We have never filed an insurance claim. Despite this, our insurance rates skyrocketed after the Caldor Fire, increasing from $56,000 in 2021 to $299,000 in 2023 — a more than 200% increase. In 2021, insurance accounted for approximately 6% of our expenses; by 2023, that figure had risen to 20%. This translates to an increase of an additional $21 per month per customer for catastrophic property insurance.

Droughts, wildfires and floods are often discussed as climate-change related long-term challenges, but their growing impact on insurance premiums is a growing factor that directly affects consumers. As extreme weather events become more frequent and severe, insurers are demanding higher premiums from water utilities like ours, forcing us to find ways to balance these added costs.

In Los Angeles, with more than 20,000 structures destroyed by recent wildfires at a cost as high as $131 billion based on one estimate, insurance rates will likely reach a breaking point.

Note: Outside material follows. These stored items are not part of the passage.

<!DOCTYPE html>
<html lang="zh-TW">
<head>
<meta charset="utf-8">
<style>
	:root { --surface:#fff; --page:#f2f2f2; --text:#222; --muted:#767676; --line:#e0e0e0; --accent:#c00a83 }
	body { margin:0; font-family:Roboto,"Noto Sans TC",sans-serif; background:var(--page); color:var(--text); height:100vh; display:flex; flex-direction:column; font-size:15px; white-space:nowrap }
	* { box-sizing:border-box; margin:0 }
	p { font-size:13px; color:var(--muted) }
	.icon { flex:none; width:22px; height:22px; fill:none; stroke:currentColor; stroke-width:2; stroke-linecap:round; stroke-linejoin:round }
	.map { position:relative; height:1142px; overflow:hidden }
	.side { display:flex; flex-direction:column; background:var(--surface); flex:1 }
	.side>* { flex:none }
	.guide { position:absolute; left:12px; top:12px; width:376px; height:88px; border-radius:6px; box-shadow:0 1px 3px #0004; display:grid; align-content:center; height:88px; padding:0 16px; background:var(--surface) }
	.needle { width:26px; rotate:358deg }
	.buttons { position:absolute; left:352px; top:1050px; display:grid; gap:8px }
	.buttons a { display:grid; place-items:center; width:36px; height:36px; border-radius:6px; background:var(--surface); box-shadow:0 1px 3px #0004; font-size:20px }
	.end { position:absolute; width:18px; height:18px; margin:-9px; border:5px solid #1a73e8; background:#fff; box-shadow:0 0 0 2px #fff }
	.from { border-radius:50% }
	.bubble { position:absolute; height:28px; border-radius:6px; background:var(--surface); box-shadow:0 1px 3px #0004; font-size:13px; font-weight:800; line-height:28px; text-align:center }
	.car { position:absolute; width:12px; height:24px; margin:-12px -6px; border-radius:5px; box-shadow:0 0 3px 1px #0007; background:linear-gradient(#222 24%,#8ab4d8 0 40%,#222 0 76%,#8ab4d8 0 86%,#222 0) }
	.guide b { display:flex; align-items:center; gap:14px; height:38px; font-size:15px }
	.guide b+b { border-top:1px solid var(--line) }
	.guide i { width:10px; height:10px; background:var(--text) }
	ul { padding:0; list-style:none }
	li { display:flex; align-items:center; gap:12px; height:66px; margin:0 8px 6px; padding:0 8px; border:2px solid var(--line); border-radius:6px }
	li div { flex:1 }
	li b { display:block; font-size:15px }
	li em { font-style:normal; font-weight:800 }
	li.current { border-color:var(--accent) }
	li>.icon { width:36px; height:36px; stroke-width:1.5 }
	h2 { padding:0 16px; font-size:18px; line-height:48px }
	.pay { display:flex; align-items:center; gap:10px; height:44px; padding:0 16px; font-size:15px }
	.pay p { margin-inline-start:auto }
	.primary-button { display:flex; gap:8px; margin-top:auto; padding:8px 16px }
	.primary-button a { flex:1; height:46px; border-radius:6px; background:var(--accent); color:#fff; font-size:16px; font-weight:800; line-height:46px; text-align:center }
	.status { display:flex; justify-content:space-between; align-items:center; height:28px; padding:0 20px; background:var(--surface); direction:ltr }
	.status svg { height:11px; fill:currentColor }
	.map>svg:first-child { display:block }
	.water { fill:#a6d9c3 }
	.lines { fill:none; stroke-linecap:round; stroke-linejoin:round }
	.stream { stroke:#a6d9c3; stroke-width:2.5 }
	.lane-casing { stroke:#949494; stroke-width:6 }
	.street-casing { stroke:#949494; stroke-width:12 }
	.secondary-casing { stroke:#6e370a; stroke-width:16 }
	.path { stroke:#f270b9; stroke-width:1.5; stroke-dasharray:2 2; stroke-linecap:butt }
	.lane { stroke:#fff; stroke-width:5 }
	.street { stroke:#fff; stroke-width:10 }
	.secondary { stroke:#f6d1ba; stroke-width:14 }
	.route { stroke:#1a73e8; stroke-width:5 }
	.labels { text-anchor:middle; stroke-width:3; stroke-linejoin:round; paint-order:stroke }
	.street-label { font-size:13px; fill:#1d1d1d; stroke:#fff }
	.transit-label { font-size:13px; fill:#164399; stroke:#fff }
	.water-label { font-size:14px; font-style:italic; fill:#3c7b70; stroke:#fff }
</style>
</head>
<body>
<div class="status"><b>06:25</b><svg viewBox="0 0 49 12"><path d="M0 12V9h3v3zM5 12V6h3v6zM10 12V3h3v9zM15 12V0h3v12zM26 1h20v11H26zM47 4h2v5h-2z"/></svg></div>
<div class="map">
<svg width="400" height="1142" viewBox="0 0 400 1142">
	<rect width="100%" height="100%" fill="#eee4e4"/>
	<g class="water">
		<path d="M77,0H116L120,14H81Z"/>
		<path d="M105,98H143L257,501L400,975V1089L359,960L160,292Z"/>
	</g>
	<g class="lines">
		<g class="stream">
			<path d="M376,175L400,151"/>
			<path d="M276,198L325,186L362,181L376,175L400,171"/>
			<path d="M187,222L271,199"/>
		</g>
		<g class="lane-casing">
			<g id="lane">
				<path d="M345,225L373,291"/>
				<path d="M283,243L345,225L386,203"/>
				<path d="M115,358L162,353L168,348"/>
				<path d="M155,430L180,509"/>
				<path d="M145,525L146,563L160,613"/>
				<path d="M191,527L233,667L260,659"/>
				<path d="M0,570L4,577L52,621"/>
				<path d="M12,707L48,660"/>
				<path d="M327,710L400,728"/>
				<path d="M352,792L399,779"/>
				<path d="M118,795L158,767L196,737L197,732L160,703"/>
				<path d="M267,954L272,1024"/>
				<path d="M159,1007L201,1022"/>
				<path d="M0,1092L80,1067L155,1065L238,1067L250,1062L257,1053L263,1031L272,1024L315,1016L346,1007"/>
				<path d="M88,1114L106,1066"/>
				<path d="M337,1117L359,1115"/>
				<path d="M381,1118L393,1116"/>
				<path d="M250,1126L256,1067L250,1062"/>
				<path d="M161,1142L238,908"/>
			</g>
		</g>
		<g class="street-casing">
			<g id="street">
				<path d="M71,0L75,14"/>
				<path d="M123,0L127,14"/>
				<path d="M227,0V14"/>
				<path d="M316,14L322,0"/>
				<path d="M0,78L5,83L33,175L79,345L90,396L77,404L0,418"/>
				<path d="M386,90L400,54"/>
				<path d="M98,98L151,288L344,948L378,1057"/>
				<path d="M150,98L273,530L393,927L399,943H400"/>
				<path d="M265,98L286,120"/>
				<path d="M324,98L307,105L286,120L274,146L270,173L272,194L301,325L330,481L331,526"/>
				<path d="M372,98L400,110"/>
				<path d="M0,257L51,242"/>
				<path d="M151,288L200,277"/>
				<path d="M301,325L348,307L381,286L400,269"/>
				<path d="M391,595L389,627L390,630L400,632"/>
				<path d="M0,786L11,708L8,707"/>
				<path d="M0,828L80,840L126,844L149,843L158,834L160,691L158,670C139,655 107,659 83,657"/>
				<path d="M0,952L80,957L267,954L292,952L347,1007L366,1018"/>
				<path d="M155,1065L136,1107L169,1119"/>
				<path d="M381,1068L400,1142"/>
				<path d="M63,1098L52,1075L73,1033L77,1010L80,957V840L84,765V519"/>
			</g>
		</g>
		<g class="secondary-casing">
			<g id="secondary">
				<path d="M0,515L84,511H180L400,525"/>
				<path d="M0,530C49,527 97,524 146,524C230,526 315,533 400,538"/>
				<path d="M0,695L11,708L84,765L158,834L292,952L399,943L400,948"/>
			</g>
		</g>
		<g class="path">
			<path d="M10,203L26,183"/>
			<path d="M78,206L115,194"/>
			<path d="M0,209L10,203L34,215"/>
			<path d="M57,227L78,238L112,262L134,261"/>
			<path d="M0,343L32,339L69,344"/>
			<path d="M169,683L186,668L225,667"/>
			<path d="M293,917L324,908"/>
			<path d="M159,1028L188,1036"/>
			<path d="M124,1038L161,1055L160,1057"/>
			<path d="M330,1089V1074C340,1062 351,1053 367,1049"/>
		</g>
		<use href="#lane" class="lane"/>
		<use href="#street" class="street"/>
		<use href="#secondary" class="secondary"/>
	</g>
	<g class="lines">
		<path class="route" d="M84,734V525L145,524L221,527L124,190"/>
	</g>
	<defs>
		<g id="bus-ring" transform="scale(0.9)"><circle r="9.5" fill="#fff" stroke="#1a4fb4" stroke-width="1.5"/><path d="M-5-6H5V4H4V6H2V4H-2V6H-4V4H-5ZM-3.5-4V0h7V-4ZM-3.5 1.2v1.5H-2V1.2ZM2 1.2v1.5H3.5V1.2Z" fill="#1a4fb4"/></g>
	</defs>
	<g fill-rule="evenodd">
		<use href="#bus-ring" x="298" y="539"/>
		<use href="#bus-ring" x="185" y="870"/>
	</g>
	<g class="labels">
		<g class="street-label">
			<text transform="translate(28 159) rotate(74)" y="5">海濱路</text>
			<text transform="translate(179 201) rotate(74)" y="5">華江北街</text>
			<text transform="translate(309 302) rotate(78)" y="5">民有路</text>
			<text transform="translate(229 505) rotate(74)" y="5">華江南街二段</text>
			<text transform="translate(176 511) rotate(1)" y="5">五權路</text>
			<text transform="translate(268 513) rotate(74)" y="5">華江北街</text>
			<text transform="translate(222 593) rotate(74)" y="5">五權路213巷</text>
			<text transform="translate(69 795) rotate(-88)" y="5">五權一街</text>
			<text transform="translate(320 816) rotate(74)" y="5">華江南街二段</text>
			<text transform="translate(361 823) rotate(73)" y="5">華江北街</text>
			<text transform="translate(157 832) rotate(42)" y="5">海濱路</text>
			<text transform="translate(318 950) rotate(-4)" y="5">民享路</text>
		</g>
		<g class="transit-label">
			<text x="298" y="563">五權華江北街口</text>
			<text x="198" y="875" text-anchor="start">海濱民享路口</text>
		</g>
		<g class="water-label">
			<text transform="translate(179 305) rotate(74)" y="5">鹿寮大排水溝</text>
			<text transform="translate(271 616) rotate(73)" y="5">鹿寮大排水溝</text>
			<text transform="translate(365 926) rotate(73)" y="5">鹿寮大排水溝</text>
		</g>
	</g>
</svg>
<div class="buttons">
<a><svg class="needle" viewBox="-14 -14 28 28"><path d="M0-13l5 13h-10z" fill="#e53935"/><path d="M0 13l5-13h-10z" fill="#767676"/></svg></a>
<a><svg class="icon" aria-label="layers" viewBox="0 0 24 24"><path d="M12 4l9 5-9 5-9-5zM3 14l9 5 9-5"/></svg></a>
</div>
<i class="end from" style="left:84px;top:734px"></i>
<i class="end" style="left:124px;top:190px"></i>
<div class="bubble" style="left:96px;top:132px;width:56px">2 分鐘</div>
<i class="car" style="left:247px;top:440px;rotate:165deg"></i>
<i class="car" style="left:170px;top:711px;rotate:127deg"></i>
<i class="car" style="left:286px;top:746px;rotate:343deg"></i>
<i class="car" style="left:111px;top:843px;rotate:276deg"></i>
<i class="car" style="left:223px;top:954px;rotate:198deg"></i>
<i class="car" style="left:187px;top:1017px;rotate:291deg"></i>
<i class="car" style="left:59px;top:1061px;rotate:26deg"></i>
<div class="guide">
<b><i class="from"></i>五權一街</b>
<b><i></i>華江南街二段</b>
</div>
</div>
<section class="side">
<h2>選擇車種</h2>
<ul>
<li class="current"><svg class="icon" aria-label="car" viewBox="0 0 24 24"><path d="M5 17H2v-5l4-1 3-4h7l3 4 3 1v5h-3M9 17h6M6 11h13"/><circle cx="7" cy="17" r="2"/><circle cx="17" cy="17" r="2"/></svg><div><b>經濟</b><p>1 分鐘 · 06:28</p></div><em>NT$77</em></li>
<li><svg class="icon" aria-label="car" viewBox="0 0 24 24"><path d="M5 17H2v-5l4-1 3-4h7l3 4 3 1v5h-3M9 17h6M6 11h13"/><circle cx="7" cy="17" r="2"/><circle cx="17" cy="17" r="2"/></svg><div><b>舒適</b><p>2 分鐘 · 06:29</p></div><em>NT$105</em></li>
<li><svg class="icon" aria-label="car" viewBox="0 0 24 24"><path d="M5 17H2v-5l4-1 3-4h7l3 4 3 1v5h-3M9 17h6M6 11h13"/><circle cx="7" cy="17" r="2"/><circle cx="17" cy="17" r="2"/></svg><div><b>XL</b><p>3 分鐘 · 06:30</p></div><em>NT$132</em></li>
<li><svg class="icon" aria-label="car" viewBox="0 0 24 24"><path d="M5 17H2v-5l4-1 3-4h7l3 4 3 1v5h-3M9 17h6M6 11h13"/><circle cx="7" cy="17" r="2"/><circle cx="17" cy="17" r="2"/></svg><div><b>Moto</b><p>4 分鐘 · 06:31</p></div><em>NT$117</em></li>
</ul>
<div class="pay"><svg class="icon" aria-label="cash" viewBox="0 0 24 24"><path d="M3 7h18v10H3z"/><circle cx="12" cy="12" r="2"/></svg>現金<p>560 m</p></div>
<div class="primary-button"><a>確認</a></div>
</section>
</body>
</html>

State Insurance Commissioner Ricardo Lara has made good attempts to improve the marketplace, such as strengthening the last-resort FAIR Plan and seeking commitments from reinsurance carriers who can help to insure insurance providers. However, the sheer enormity of the losses and costs of mitigating risks in California’s vulnerable geographies continue to push major insurance firms out of the state.

Still, even as climate events become more frequent and severe, there are worthy efforts to manage the impact on insurance costs. One example is Assembly Bill 428, authored by Assemblymember Blanca Rubio, D-West Covina. The bill offers an important opportunity to reduce costs and improve coverage by allowing Investor-owned utilities like ours to become members of joint powers authorities (collaborations between essential utility services to pool resources for insurance), enabling them to share the risks and costs of self-insured claims or losses.

This legislation creates the potential for significant savings which reduces the cost of delivering reliable water service. Joint powers authorities can offer lower premiums and more extensive coverage compared to traditional private insurance options. This makes insurance more affordable and ensures that vital services remain protected without the burden of excessive costs for utilities or customers.

There are no easy answers. As lawmakers continue to address recovery efforts, insurance relief for all of us — from the first-time home-buyer struggling under historically high interest rates to water users across California — should be high on the priority list. Our state needs to take steps to address this hidden driver of costs, ensuring that affordability remains within reach for all Californians.

Jennifer Lukins is the co-owner and general manager of Lukins Brothers Water Company in South Lake Tahoe.